Material provided ▸
'''
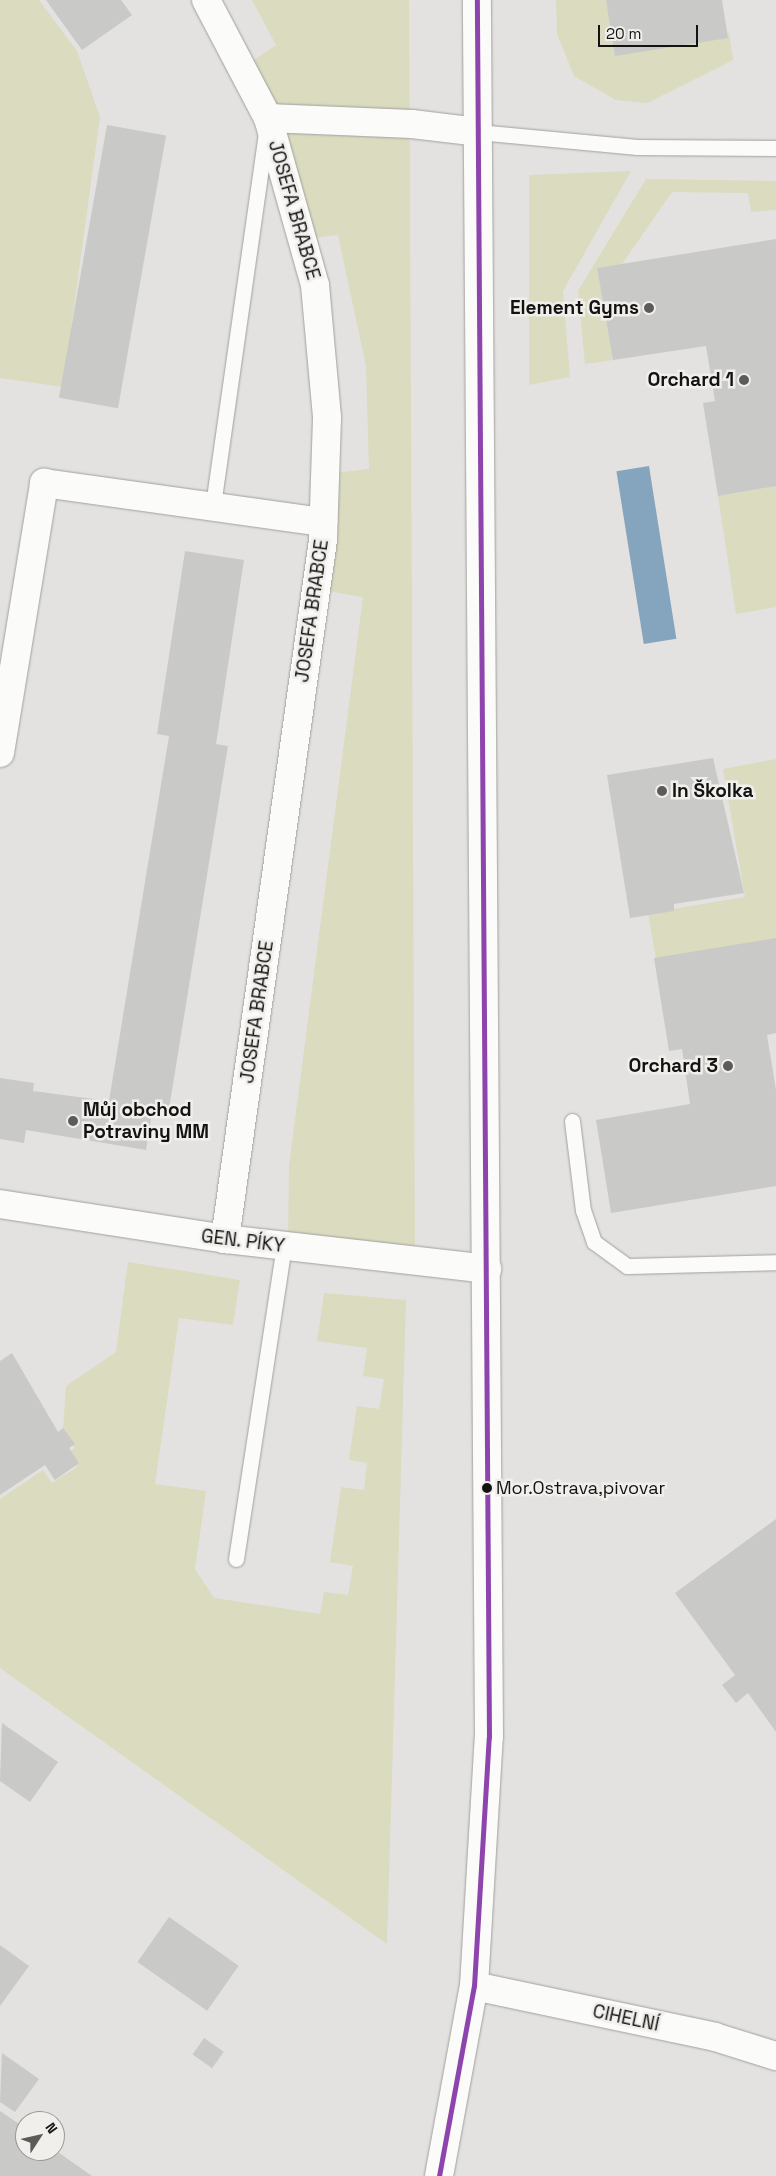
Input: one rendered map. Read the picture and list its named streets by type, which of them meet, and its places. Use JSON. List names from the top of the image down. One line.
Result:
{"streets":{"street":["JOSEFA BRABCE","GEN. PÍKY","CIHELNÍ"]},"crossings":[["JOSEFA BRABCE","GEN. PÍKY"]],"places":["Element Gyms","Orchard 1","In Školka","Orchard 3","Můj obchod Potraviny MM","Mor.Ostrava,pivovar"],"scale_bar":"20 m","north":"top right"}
'''
Task brief ▸ Set out the material once more, exact in every line, with no images.

Response to this task ▸
Input: one rendered map. Read the picture and list its named streets by type, which of them meet, and its places. Use JSON. List names from the top of the image down. One line.
Result:
{"streets":{"street":["JOSEFA BRABCE","GEN. PÍKY","CIHELNÍ"]},"crossings":[["JOSEFA BRABCE","GEN. PÍKY"]],"places":["Element Gyms","Orchard 1","In Školka","Orchard 3","Můj obchod Potraviny MM","Mor.Ostrava,pivovar"],"scale_bar":"20 m","north":"top right"}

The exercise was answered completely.